If you use assert to specify a precondition or invariant, the output of a failed assertion is unspecified, and does not necessarily make it clear what condition was violated. It is also tied to the NDEBUG macro: if this macro is defined (which is common for "release" builds) then the assertions are removed. This means that errors are not checked in release builds, and can subsequently propagate to undesired behaviour, or later crashes separated in time and space from the point where the error occurred. Given this, conditions guarded by assert cannot constitute part of the contract of a function, and must instead be considered merely "helpful implementations of undefined behaviour for debug builds".

Using assert also does not communicate intent: it does not document why the check is being made, or the larger context.

The Arene contract macros address these shortcomings: the name of the macro documents the purpose of the check, and there is defined behaviour in all build modes.

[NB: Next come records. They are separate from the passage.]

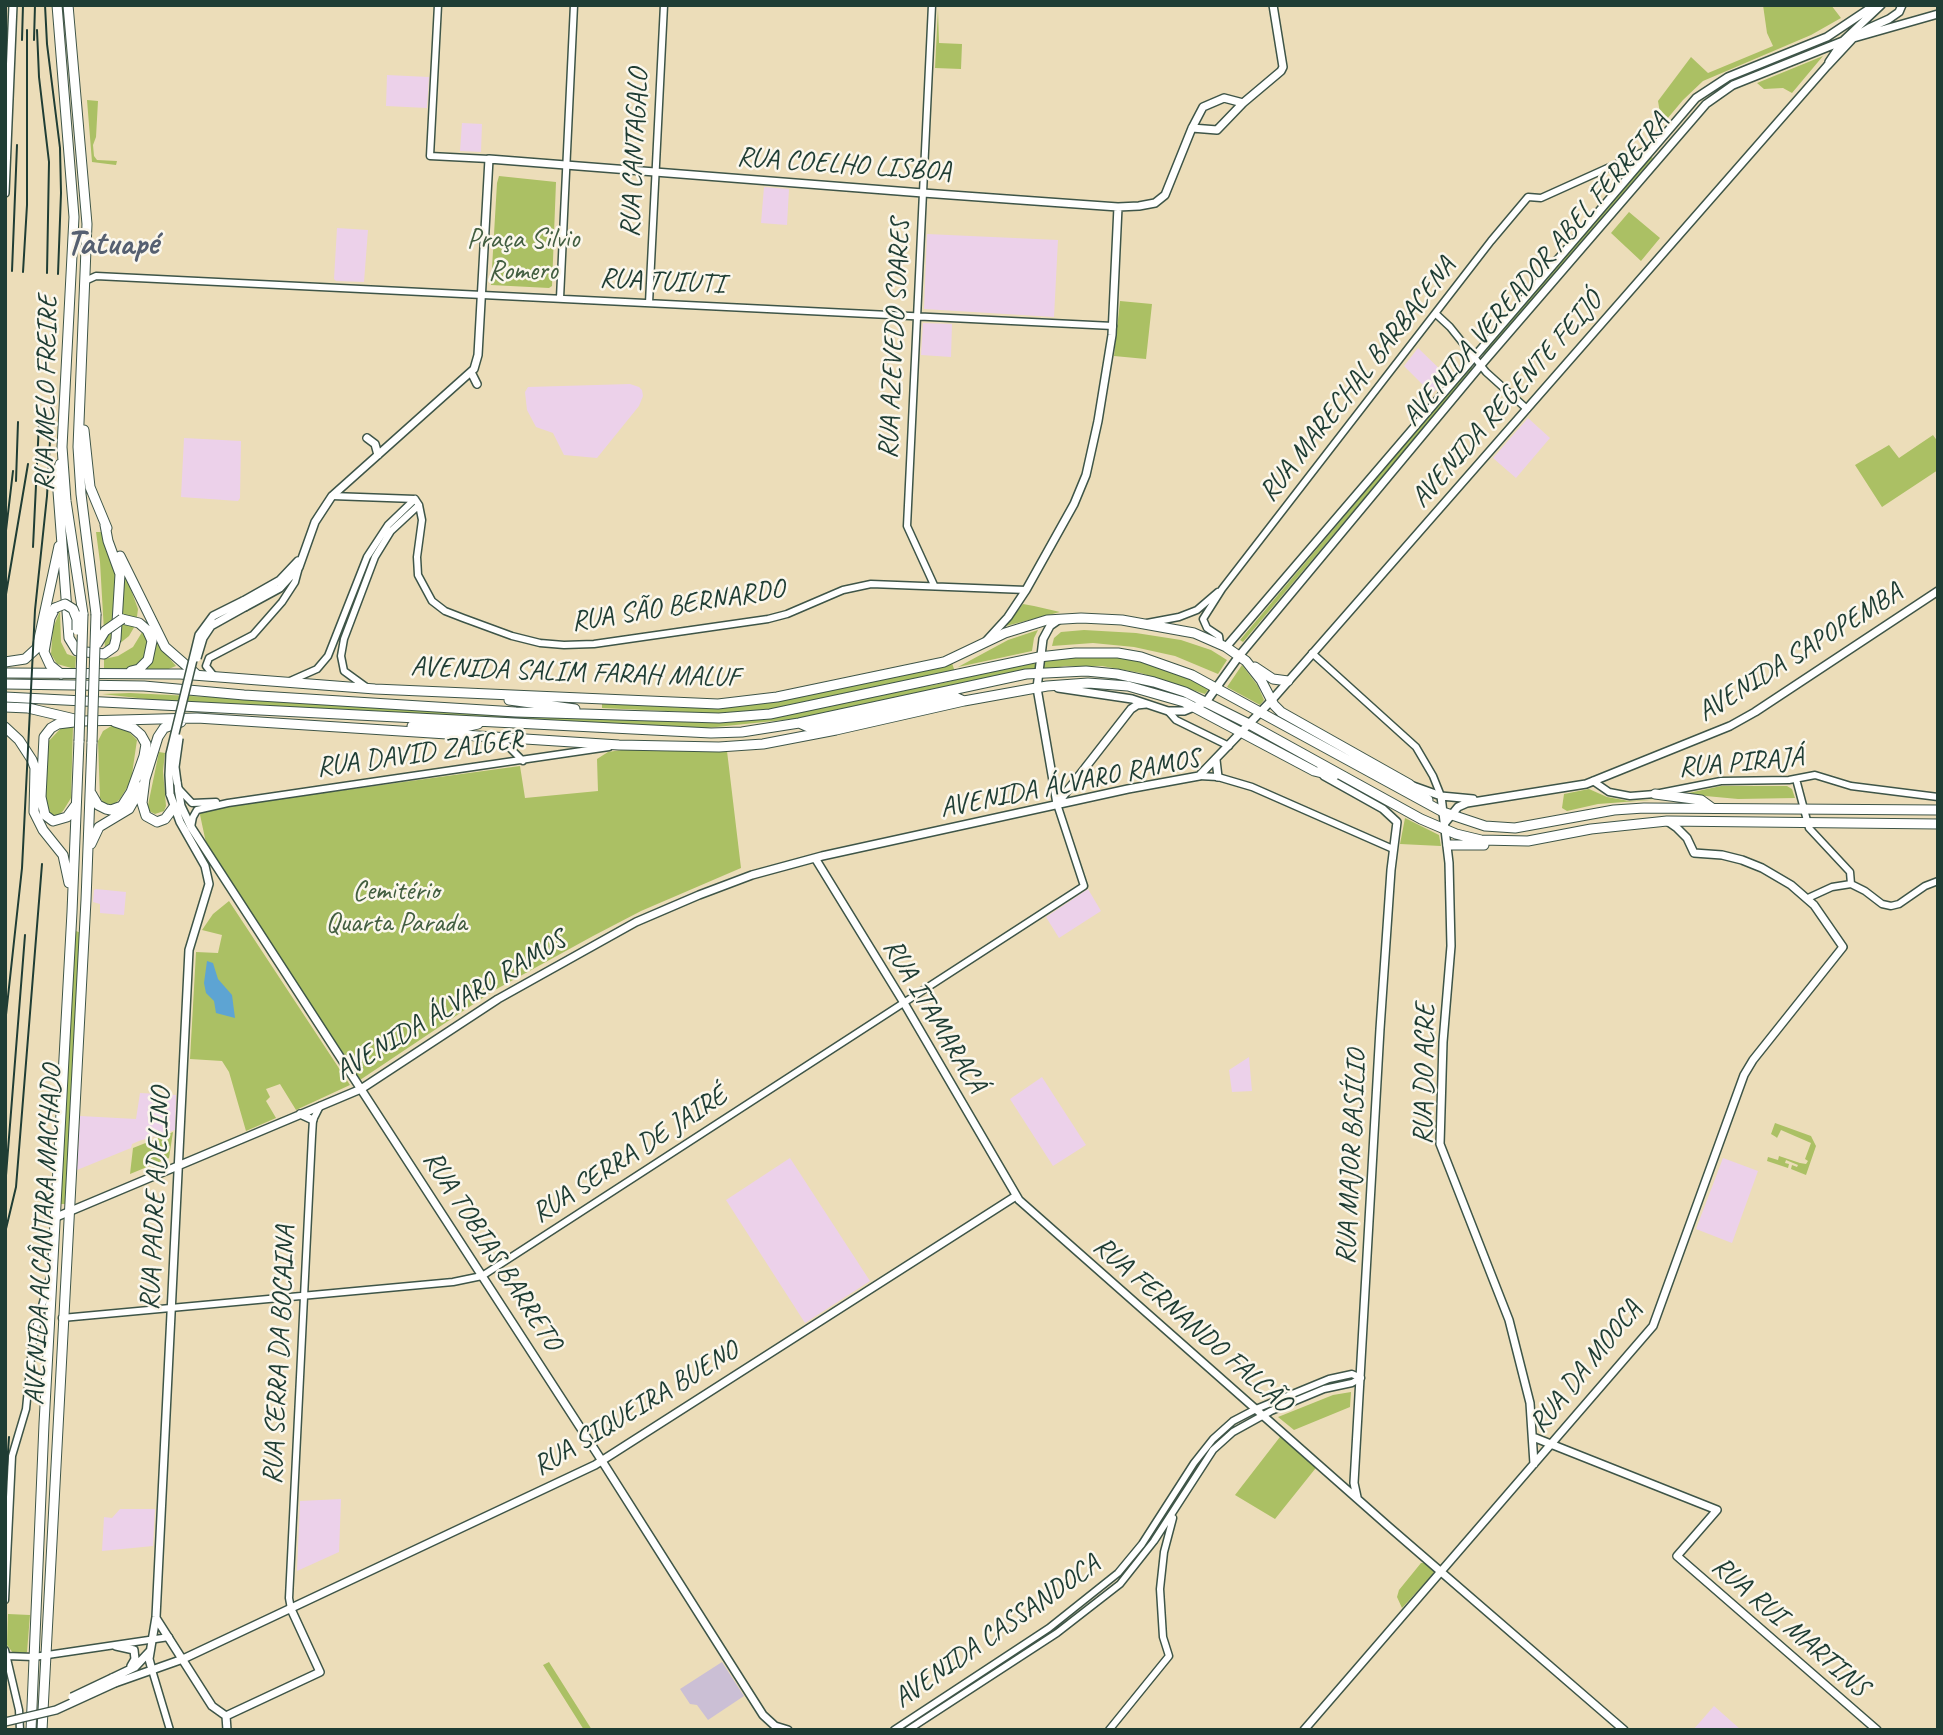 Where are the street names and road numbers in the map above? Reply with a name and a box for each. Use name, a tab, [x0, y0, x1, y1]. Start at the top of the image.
street label: RUA CANTAGALO	[614, 68, 656, 238]
street label: AVENIDA VEREADOR ABEL FERREIRA	[1395, 107, 1677, 433]
street label: RUA COELHO LISBOA	[736, 141, 952, 189]
street label: RUA AZEVEDO SOARES	[872, 218, 918, 460]
street label: RUA MARECHAL BARBACENA	[1252, 251, 1464, 509]
street label: RUA TUIUTI	[599, 262, 725, 302]
street label: AVENIDA REGENTE FEIJÓ	[1404, 285, 1610, 515]
street label: RUA MELO FREIRE	[28, 295, 66, 491]
street label: RUA SÃO BERNARDO	[569, 573, 787, 639]
street label: AVENIDA SAPOPEMBA	[1691, 576, 1909, 730]
street label: AVENIDA SALIM FARAH MALUF	[410, 650, 740, 696]
street label: RUA DAVID ZAIGER	[315, 723, 525, 785]
street label: RUA PIRAJÁ	[1677, 741, 1805, 785]
street label: AVENIDA ÁLVARO RAMOS	[937, 742, 1203, 826]
street label: AVENIDA ÁLVARO RAMOS	[329, 924, 573, 1088]
street label: RUA ITAMARACÁ	[875, 933, 993, 1099]
street label: RUA DO ACRE	[1407, 1003, 1443, 1145]
street label: RUA MAJOR BASÍLIO	[1330, 1049, 1374, 1265]
street label: AVENIDA ALCÂNTARA MACHADO	[18, 1064, 70, 1406]
street label: RUA SERRA DE JAIRÉ	[526, 1079, 734, 1231]
street label: RUA PADRE ADELINO	[133, 1087, 179, 1311]
street label: RUA TOBIAS BARRETO	[415, 1145, 569, 1357]
street label: RUA SERRA DA BOCAINA	[256, 1225, 304, 1485]
street label: RUA FERNANDO FALCÃO	[1086, 1230, 1298, 1420]
street label: RUA DA MOOCA	[1523, 1294, 1649, 1440]
street label: RUA SIQUEIRA BUENO	[527, 1334, 745, 1484]
street label: AVENIDA CASSANDOCA	[887, 1548, 1107, 1716]
street label: RUA RUI MARTINS	[1705, 1550, 1875, 1704]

Coverage reports and Death Tests

As ARENE_PRECONDITION is part of the contract of an API, the behavior of that API in presence of a precondition violation will need to be covered by unit tests. As ARENE_PRECONDITION causes the program to abort, this means that so called "death tests," those where the program terminating is the expected outcome, will have to be used. The GoogleTest unit testing frameworks supports this kind of testing directly with the ASSERT_DEATH macro.

Unfortunately, coverage analysis tooling does not always cleanly support death testing, and this may result in reports of uncovered branches for the negative cases for ARENE_PRECONDITION. This behavior has been partially mitigated for the following coverage tools:

• gcov >= 3.1: mitigation is automatic via detection of the __GCOV__ define.
• llvmcov:
  • For versions >= 18, mitigation is automatic via detection of the __LLVM_INSTR_PROFILE_GENERATE define.
  • For versions >= 3.5.0, mitigation can be manually enabled by compiling with ARENE_IS_LLVMCOV defined.

For ARENE_INVARIANT the situation is altered; this is not part of the contract of the system, it is essentally an "internal unit test" and thus cannot be violated by any external means. At this time, there is no support provided for allowing the failure branch.